But for SaaS PR teams, quiet periods might introduce a caveat into their IPO timelines and strategies. Mandated by the Securities and Exchange Commission (SEC), quiet periods exist to stop insider training and improperly impacting stock prices. They’re also sometimes used around quarterly earnings reports. Despite the “quiet” in quiet periods, public relations for companies going public doesn’t need to come to a screeching halt. Here’s what to understand about the process.
PR does not need to come to a halt during an IPO
If stopping all external communications is one side of the coin, the other uses a megaphone to shout audacious statements on products, trends or financial information. While there might be a scenario for either, the ideal strategy is somewhere in the middle.
Maintaining a normal course of business and communication is possible. For example, if your company has provided a “State of the Industry” report every quarter, this asset has a paper trail and is something your prospects or customers have come to expect. However, issuing a brand new announcement around a not-yet-generally available product with executive quotes on how it will revolutionize the category could generate a flood of new customers or interest.

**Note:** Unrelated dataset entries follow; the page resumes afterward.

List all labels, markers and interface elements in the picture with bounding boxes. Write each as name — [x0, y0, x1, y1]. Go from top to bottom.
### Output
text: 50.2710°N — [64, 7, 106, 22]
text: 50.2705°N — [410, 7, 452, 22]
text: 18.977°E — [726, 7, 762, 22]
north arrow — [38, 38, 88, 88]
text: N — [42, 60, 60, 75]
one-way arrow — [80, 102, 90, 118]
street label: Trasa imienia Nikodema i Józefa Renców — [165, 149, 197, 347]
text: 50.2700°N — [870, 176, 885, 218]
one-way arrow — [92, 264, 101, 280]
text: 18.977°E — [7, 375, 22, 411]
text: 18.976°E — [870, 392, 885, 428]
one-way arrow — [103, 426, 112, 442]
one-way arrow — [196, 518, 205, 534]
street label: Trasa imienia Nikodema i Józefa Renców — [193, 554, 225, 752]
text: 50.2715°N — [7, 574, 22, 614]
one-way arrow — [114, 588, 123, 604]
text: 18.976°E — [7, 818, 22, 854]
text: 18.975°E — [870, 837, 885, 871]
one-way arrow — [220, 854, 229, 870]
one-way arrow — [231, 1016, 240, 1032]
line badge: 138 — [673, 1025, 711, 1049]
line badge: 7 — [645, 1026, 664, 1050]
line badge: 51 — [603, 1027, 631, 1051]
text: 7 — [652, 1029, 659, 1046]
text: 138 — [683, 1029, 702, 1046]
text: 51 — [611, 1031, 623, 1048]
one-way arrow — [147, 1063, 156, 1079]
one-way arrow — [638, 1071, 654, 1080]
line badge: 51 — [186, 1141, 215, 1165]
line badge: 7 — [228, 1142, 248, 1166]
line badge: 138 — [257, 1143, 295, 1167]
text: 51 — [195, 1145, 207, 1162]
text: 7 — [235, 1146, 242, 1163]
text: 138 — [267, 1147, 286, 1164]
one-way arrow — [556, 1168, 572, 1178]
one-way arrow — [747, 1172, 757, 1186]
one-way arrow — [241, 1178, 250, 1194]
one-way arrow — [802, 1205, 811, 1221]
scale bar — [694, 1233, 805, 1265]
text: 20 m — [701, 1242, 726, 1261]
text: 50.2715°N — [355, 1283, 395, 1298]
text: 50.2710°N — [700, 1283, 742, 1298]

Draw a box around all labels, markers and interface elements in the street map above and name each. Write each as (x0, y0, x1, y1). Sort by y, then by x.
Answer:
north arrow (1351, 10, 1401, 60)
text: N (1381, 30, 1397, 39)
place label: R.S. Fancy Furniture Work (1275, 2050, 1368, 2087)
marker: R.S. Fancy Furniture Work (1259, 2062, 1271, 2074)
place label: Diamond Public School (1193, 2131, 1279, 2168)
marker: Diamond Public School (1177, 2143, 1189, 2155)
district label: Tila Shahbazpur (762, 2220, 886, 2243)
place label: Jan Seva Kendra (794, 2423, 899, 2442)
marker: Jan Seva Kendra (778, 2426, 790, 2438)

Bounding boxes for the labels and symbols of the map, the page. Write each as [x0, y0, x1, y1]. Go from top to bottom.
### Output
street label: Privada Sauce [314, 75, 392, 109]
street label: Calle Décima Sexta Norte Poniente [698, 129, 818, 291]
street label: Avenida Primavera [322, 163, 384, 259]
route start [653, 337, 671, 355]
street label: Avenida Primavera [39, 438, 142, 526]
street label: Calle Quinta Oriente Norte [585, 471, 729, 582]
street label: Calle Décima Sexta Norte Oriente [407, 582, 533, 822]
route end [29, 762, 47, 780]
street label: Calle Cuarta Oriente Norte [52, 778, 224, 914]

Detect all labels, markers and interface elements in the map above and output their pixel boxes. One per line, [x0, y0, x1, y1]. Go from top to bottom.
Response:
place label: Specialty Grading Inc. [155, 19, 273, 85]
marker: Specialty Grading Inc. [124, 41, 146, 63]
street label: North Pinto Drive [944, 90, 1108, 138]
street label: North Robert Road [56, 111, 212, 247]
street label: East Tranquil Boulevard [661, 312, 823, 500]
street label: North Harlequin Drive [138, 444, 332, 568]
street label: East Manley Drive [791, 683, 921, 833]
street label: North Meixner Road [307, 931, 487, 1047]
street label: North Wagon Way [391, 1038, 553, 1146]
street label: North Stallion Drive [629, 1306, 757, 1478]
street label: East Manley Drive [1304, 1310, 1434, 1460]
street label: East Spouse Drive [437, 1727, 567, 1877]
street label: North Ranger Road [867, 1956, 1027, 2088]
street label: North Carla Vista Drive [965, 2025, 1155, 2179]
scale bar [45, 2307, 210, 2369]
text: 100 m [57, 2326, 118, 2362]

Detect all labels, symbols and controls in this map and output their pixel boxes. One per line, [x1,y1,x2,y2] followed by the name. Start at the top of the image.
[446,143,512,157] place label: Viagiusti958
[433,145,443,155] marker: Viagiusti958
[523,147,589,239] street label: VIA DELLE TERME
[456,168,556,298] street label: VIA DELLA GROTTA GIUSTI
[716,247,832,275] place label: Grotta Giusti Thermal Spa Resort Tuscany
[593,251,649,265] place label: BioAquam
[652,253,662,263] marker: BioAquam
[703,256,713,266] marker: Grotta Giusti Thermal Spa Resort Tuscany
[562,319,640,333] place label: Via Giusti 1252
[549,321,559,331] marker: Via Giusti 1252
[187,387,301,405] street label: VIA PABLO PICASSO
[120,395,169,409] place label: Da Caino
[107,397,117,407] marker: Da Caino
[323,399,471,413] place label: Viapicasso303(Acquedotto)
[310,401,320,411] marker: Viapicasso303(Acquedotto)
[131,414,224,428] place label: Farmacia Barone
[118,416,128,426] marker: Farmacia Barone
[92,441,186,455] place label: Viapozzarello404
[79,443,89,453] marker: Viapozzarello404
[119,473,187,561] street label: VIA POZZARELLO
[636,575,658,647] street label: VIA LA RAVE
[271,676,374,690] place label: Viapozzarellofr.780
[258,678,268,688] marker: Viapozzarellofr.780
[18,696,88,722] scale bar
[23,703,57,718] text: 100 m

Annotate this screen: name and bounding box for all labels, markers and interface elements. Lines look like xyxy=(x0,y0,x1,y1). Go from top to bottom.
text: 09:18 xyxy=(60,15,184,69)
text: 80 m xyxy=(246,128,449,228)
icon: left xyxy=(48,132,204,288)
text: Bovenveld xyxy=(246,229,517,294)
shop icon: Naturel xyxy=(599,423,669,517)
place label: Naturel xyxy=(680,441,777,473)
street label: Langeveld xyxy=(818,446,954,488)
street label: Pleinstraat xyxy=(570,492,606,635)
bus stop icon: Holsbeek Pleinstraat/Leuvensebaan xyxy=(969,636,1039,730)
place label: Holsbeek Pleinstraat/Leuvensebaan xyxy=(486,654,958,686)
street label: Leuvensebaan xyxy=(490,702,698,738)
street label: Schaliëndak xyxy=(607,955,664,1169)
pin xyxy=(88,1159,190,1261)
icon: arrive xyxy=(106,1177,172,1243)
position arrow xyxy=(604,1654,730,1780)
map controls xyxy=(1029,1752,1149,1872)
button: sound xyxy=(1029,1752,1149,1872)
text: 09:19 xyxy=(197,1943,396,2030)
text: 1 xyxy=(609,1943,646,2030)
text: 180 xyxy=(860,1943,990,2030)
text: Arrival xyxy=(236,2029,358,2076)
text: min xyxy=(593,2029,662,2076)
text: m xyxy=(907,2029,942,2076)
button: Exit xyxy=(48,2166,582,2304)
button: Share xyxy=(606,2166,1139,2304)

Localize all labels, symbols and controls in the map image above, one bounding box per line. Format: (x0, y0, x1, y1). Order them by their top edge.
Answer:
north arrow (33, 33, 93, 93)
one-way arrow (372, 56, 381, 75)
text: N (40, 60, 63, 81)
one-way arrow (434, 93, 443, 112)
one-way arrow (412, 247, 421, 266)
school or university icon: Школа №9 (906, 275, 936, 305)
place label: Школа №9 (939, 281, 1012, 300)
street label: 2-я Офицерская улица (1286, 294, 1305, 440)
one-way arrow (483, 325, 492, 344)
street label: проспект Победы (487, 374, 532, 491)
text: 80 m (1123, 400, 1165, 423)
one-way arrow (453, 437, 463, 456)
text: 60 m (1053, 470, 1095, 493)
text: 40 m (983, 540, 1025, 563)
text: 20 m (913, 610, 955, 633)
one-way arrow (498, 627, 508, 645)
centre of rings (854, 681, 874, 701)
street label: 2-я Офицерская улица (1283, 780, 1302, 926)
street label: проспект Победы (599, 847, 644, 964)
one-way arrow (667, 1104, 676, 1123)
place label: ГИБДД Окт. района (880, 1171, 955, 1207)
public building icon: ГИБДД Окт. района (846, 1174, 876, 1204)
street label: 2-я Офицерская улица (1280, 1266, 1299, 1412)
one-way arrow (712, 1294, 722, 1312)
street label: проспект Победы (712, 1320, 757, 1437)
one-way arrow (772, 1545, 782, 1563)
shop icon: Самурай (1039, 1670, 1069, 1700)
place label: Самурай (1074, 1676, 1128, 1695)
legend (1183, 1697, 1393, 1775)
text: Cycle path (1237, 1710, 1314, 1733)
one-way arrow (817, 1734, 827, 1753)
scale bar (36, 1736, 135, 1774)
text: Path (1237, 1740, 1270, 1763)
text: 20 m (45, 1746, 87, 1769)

In a quiet period, that announcement may be interpreted as a ploy to pump up stock pricing.
Additionally, if reporters often interview your subject matter experts (SME), you don’t have to freeze this strategy. However, consider the topic and publication. A video interview with Cheddar will likely require disclosing financial information — avoid this! — whereas an SME speaking on the best practices of team management to an HR trade publication will likely not broach sensitive topics. Again, if this type of media engagement was a normal course of business before an IPO, it can likely continue.
PR teams should also consider requesting email interviews rather than calls to ensure all parties (marketing, legal and the executive team) fully vet responses before publishing. This tactic avoids any accidental slip of the tongue or an unexpected question from the publication.
Don’t ghost the audience that got you this far
While a quiet period is necessary for brands, your customers and prospects aren’t expecting you to disappear on them for weeks. Keep your base engaged with the activities that caught their attention in the first place, like data-driven insights that shines a light on a new trend or helps your base solve a problem and thought leadership from your SMEs.